Convinced that being humanistic entailed civic engagement, my parents always took my brother and I with them to vote in local, state and national elections. It was a ritual of sorts. We obligingly piled into our old 1968 Pontiac Bonneville, arriving at Campville Elementary School, our neighborhood polling place in Baltimore County, Maryland. Once there, they would park the car on the road, and we would watch them make their way through a gauntlet of poll workers, who showered them with campaign literature of one sort or another. Undaunted, they proceeded into the polling place, and stayed for what seemed an eternity. Emerging together as if they had crossed the finish line of a marathon, we could see the exhilaration and the importance of this act.
It was a logical extension of the humanistic constructs in our home. Contact in eventful and uneventful ways, my upbringing among organic intellectuals, a Gramscian designation would surely apply to my parents, shaped my interests in direct and indirect ways.

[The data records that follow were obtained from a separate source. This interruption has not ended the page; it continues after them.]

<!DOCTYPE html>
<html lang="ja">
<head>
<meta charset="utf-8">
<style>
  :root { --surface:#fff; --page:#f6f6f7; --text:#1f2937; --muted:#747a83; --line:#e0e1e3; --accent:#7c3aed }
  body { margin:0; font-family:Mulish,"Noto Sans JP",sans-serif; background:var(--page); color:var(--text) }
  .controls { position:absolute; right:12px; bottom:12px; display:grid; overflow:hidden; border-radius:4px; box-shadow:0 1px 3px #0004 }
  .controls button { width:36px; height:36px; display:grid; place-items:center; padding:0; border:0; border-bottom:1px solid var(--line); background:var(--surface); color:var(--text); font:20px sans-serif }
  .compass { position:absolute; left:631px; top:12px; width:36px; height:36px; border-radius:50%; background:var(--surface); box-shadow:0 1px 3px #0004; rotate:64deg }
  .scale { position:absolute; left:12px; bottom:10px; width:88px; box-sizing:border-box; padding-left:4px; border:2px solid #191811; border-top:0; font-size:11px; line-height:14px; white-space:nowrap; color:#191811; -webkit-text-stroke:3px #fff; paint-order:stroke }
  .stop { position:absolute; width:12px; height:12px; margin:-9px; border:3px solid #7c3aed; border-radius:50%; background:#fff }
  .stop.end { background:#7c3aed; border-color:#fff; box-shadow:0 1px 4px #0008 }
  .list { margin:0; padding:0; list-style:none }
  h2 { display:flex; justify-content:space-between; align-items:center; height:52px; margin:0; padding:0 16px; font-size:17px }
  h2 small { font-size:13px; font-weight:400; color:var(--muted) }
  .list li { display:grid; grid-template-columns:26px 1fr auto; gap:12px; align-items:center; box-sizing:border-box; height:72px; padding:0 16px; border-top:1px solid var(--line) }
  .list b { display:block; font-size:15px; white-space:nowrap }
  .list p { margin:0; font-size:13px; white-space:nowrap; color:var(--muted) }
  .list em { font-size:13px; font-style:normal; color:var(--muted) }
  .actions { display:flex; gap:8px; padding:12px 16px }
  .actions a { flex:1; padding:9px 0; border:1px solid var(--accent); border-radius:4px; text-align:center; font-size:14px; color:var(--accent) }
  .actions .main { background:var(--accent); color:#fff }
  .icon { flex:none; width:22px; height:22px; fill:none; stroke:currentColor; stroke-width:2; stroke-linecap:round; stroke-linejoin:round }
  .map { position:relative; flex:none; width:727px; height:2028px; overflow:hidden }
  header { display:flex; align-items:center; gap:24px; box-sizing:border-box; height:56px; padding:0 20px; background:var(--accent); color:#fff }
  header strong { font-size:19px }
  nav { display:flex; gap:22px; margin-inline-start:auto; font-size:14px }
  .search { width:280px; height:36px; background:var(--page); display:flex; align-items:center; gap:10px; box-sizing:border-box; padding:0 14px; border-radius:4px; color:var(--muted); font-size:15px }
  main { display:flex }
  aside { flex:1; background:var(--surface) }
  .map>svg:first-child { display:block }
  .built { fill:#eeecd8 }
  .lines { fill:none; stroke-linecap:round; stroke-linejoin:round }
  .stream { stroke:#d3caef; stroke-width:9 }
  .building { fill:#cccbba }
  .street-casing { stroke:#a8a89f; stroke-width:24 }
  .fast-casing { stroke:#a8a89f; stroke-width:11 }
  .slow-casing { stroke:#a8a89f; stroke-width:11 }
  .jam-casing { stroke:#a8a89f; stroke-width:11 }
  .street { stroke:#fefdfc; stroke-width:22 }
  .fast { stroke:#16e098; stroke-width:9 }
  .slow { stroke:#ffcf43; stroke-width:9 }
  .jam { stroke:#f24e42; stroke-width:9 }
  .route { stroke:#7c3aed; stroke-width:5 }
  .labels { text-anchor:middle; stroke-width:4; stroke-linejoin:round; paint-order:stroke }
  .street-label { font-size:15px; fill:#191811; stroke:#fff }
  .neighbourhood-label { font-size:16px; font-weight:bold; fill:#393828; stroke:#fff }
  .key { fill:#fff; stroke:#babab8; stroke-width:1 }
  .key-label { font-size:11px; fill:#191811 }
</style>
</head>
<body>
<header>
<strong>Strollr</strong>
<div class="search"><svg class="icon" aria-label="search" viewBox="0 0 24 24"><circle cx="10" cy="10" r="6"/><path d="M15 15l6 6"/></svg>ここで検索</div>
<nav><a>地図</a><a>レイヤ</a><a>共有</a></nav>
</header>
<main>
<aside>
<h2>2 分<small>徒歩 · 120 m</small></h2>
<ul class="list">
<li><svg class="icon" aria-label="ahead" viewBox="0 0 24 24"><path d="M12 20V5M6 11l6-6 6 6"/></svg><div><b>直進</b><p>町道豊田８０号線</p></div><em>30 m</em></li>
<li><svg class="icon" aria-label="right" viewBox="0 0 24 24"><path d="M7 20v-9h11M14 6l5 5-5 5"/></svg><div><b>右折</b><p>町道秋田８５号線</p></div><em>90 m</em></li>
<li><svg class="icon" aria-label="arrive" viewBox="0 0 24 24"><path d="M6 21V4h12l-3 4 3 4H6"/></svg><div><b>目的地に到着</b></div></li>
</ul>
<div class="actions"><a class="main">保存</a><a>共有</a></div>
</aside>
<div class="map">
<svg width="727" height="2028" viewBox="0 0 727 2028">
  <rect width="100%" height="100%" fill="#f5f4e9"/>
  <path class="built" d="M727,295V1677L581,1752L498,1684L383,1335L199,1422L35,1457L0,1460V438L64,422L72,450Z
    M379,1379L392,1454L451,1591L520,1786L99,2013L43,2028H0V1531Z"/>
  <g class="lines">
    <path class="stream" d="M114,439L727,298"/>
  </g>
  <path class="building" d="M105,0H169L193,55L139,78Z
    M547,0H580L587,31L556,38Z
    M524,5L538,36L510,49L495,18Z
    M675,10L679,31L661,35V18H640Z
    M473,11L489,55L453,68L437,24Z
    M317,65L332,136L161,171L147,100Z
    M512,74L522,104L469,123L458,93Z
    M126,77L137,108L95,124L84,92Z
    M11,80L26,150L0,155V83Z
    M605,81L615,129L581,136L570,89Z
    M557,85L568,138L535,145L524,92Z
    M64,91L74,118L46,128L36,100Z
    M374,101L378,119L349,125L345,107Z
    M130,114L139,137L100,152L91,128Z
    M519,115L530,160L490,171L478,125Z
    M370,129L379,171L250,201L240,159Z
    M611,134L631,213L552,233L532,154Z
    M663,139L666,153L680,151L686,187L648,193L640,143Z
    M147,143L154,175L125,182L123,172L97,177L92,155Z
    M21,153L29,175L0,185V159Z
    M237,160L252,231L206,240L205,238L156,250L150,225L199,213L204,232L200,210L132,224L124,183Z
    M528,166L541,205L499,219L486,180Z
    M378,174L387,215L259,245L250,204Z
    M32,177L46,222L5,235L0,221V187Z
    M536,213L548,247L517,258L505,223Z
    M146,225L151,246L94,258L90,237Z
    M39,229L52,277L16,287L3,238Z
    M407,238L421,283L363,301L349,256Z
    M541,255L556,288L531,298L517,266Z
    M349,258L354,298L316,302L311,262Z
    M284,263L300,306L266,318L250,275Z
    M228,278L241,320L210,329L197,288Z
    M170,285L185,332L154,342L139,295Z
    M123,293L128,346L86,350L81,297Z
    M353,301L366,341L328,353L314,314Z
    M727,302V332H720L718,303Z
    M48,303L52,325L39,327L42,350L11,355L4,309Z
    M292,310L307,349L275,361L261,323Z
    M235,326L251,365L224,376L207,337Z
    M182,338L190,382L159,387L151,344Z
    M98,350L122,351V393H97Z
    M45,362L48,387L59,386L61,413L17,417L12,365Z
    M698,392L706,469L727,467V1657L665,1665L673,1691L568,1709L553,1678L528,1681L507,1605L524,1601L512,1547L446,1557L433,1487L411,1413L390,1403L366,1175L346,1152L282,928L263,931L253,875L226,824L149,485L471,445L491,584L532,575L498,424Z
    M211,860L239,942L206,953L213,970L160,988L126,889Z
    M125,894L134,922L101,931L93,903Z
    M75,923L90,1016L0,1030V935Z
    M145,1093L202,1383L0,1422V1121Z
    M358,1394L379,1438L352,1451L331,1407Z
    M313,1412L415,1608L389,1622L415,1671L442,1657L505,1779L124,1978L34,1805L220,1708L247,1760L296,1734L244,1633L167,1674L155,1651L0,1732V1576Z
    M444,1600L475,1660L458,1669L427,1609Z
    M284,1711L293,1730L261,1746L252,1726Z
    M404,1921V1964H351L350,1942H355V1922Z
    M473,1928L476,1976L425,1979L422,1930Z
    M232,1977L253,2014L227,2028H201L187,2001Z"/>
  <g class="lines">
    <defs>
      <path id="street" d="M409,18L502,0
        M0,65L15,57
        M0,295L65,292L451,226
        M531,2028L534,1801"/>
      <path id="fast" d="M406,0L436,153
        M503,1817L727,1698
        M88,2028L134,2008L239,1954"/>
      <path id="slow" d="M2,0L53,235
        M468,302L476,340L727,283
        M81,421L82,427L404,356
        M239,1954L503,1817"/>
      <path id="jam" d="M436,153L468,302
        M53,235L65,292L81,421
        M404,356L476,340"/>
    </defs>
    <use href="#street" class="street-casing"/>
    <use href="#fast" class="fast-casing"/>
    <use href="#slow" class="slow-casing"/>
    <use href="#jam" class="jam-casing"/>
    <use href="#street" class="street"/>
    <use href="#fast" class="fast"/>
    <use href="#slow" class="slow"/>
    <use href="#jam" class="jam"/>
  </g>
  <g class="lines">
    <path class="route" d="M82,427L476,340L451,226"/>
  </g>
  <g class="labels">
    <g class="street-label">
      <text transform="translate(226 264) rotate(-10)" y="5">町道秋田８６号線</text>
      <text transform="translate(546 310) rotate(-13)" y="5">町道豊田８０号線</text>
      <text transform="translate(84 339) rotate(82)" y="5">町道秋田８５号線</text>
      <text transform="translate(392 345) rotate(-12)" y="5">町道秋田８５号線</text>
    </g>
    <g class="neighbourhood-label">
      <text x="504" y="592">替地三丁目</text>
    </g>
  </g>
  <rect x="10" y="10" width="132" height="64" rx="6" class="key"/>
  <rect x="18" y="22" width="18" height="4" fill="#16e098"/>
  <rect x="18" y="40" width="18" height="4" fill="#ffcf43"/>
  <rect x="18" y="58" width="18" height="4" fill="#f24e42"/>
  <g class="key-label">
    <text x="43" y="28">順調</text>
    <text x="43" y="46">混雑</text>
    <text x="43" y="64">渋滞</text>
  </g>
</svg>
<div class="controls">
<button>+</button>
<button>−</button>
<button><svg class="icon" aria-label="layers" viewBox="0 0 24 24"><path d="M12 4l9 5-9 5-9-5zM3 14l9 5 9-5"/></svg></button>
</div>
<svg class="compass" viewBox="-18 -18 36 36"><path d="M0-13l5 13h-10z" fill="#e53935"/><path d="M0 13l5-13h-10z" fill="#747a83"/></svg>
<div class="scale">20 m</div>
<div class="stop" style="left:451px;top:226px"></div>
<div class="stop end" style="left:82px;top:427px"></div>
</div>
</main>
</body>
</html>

By the mid-80s, armed with a deeper and more informed sense of my racial sense and my humanistic responsibility, I too became involved in political campaign. As election day approached, we received our poll assignments. My assignment was none other than Campville Elementary School. I arrived early to my post on election day. A lean, lanky boy of 17, I was wise in the arts of politics, canvassing and poll work. The voters came slowly, and then steadily, through the gauntlet of poll workers who handed them literature, and generally cajoled and prodded them to vote for one candidate or the other. All the faces seemed to blur, until I looked across the yard and saw my parents, parking in their familiar place and proceeding to the gauntlet. As my parents proceeded, I felt the weight of the years passing before me, remembering my passive position watching my parents, and present one as an active participant. Now, in our reverse roles, all was clear. As they approached, I beamed with pride. I hugged them, and gleefully announced and introduced them to the assembled throng as my parents.
I knew in that moment all the years of watching, listening, engaging, thinking in our den and basement and kitchen had prepared me for this moment. A moment electric with the preparation of the past, the participatory urgency of the present, and the humanistic possibilities of the future.